Jenkins was elected as the Plaid Cymru regional Assembly Member for South Wales West in May 2007, after years of being involved in student politics. She campaigned for CND, was involved in the peace movement and was President of Aberystwyth’s Guild of Students. She also, of course, was campaigning as a member of Plaid for further powers for the Assembly, and ultimately an independent Wales. In many ways, however, this part of her political education seems less important than her upbringing in shaping her as a campaigning, socialist, nationalist politician.

Raised in Merthyr by politically active parents she was involved in a range of campaigns before she’d even hit double figures, ‘I was wheeled around on anti-apartheid demonstrations, anti-open cast mining, CND, peace campaigns.’ She even played a role in taking direct action against Tesco’s in Merthyr at the age of seven, ‘We would push the trolleys around the supermarket fill it up and go to the checkout full of South Africa goods and they’d put them through the check-out and we’d say sorry, these are South Africa goods and we wouldn’t pay for them. And we’d get away with it because we were young and cute. We used to love that sort of campaigning. It was fun.’

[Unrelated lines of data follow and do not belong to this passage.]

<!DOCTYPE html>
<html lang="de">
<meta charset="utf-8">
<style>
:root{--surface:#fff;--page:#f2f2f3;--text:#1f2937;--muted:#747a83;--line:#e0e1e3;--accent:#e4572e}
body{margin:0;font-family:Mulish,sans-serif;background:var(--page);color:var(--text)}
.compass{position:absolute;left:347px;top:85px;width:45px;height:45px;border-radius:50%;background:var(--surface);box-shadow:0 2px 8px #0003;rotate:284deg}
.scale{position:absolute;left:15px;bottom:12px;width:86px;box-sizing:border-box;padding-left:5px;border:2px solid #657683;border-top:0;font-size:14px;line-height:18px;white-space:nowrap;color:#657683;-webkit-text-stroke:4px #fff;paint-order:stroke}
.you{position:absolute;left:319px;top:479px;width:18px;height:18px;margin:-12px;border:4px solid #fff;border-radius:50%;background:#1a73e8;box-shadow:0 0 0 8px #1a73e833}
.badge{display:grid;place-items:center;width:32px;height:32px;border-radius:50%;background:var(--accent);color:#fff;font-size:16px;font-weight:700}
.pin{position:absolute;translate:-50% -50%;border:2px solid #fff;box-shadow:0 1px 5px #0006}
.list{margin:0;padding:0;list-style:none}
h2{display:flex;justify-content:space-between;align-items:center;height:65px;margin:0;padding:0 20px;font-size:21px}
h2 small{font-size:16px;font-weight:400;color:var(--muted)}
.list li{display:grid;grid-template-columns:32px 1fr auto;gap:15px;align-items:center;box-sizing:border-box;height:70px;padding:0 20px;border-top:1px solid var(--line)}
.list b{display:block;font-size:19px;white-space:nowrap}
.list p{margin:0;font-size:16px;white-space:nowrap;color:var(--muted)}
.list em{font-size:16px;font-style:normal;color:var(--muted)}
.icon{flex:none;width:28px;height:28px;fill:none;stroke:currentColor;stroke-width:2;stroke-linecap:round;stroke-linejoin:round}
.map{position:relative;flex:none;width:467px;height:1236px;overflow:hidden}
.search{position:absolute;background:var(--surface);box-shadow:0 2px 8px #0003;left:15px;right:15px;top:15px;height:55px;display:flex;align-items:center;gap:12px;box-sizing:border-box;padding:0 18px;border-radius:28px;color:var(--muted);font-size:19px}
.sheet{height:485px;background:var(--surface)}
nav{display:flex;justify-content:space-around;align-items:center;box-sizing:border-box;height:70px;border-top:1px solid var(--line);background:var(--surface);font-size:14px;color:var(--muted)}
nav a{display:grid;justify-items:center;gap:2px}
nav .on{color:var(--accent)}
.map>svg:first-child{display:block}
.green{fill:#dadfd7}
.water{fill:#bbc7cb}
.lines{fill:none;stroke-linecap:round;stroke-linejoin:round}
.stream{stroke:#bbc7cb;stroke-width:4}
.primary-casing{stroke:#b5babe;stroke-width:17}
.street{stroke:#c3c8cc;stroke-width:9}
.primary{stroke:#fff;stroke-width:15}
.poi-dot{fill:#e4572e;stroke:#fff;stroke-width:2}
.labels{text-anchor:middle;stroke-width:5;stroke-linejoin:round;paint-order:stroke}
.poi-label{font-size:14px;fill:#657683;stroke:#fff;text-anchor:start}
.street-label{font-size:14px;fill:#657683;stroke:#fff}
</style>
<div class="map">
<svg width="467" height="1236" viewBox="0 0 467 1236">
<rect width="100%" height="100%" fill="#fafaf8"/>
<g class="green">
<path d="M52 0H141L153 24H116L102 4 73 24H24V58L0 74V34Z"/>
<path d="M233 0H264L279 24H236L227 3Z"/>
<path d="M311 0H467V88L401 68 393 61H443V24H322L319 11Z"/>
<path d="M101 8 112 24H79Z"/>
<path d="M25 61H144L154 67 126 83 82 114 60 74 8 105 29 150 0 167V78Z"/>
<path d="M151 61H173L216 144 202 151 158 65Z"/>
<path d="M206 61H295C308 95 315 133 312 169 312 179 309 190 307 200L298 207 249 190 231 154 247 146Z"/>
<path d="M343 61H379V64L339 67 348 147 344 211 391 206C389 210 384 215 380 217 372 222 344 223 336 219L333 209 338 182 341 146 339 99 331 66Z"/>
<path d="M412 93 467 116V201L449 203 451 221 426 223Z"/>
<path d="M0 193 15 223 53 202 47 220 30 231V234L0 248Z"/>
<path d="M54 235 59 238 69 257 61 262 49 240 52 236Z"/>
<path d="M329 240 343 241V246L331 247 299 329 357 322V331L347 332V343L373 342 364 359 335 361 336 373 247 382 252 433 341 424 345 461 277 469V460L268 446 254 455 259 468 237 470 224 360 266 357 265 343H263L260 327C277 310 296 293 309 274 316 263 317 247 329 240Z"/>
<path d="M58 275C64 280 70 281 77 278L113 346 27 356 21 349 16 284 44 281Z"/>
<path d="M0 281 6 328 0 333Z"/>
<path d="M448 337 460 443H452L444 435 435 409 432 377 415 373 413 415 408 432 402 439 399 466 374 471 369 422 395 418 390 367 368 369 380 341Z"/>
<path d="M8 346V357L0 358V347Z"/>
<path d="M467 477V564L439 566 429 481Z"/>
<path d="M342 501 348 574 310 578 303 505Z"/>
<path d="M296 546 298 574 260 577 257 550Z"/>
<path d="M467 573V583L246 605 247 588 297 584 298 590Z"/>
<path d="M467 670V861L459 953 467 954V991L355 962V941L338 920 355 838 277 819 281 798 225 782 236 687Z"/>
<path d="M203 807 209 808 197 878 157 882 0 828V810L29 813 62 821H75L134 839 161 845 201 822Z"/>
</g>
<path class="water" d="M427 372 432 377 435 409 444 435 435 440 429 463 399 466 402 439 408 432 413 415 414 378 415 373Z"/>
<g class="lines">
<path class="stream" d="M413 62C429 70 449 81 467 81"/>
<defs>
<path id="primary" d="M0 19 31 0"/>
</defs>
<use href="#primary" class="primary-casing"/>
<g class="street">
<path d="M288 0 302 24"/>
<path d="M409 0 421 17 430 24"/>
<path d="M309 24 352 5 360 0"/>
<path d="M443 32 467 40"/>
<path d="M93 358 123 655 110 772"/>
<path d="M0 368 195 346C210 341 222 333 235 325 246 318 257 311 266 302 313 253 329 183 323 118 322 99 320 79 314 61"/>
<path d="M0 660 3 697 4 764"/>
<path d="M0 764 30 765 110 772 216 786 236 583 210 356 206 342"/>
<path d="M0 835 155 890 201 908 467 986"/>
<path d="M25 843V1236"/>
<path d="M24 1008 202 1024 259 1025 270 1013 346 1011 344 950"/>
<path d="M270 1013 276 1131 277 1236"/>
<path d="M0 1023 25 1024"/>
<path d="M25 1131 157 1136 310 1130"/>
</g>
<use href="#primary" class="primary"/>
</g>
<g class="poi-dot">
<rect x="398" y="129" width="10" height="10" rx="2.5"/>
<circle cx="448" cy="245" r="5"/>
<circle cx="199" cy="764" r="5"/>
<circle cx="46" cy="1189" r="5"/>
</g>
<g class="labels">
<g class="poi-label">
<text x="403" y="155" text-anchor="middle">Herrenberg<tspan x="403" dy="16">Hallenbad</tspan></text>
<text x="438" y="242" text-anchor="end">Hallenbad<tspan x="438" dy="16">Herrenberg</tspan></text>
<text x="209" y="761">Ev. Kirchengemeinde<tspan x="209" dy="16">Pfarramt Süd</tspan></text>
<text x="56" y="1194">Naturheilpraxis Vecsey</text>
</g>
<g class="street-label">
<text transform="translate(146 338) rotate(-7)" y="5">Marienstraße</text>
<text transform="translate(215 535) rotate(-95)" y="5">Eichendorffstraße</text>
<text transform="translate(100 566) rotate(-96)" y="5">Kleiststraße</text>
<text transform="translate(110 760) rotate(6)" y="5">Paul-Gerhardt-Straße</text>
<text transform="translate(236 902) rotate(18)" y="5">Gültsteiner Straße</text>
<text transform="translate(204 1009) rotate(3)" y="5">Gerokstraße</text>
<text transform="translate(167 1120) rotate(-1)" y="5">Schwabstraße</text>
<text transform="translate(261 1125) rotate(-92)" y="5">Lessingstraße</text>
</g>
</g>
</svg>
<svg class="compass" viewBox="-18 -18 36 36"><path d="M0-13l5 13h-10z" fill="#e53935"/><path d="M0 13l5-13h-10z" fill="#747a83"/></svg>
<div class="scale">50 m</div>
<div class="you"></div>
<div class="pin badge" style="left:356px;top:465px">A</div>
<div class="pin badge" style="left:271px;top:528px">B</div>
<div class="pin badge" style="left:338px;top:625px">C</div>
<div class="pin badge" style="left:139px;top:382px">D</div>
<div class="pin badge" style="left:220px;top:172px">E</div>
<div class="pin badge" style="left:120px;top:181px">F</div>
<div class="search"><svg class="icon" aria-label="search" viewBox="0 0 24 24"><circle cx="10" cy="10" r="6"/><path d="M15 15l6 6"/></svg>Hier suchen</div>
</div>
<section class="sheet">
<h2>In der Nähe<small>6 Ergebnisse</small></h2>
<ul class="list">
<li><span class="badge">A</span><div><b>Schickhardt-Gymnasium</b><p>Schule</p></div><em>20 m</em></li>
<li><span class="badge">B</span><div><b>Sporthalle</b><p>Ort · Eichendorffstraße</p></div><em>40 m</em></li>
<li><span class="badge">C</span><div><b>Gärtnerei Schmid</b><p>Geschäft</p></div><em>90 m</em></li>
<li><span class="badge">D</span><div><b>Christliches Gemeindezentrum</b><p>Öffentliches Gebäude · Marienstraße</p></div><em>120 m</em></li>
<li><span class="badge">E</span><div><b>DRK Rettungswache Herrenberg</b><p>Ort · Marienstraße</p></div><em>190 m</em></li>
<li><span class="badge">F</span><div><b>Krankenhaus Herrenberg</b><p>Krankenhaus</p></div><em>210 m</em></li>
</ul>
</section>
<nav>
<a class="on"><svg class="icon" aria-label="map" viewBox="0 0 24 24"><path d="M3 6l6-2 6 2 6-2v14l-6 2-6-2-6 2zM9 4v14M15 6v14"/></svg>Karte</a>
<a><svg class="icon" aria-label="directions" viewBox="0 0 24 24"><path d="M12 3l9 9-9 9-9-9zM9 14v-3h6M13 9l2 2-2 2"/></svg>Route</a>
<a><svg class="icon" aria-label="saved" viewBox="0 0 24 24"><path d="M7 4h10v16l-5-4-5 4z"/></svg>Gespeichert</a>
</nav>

Her father, a socialist, seems to have played a particularly big part in building a political identity that is far further left than you might expect to find in a nationalist party. Jenkins recalls first noticing how different this upbringing was from the norm during rehearsals for a school play about human rights. No one knew the words to the South African national anthem needed for the play so, as Jenkins tells it, ‘I was teaching everyone in my class the anthem because I’d been singing it with the red choir outside Tesco in Merthyr every Saturday.

If Iraq was the issue that defined her student years, it was South Africa and apartheid that defined those early political adventures in Merthyr, and she seems to have fond memories of the campaigns, ‘Nelson Mandela had a birthday whilst he was in jail so we had a birthday cake for him outside the local library.’

It is this sort of background in political campaigning that has made compromise or pragmatism almost a dirty word for Jenkins, ‘I don’t like the word pragmatic. I won’t use it.’ Despite this Jenkins has rarely clashed with her own party, remaining loyal and maintaining a diplomatic silence where she disagrees.

There is, perhaps, only one exception. Vociferous in her opposition to the bringing in of tuition fees in Wales, particularly after her student campaigning, she spoke out against the decision. ‘There wouldn’t have been much worth in me being an AM if I sold out on that’. She continues, ‘I couldn’t forget five years of campaigning. I thought if I forgot that I might as well turn into one of those machines. You know? One of those politicians who just says yes to everything.’

Given Jenkins’s form so far there doesn’t seem much chance of that.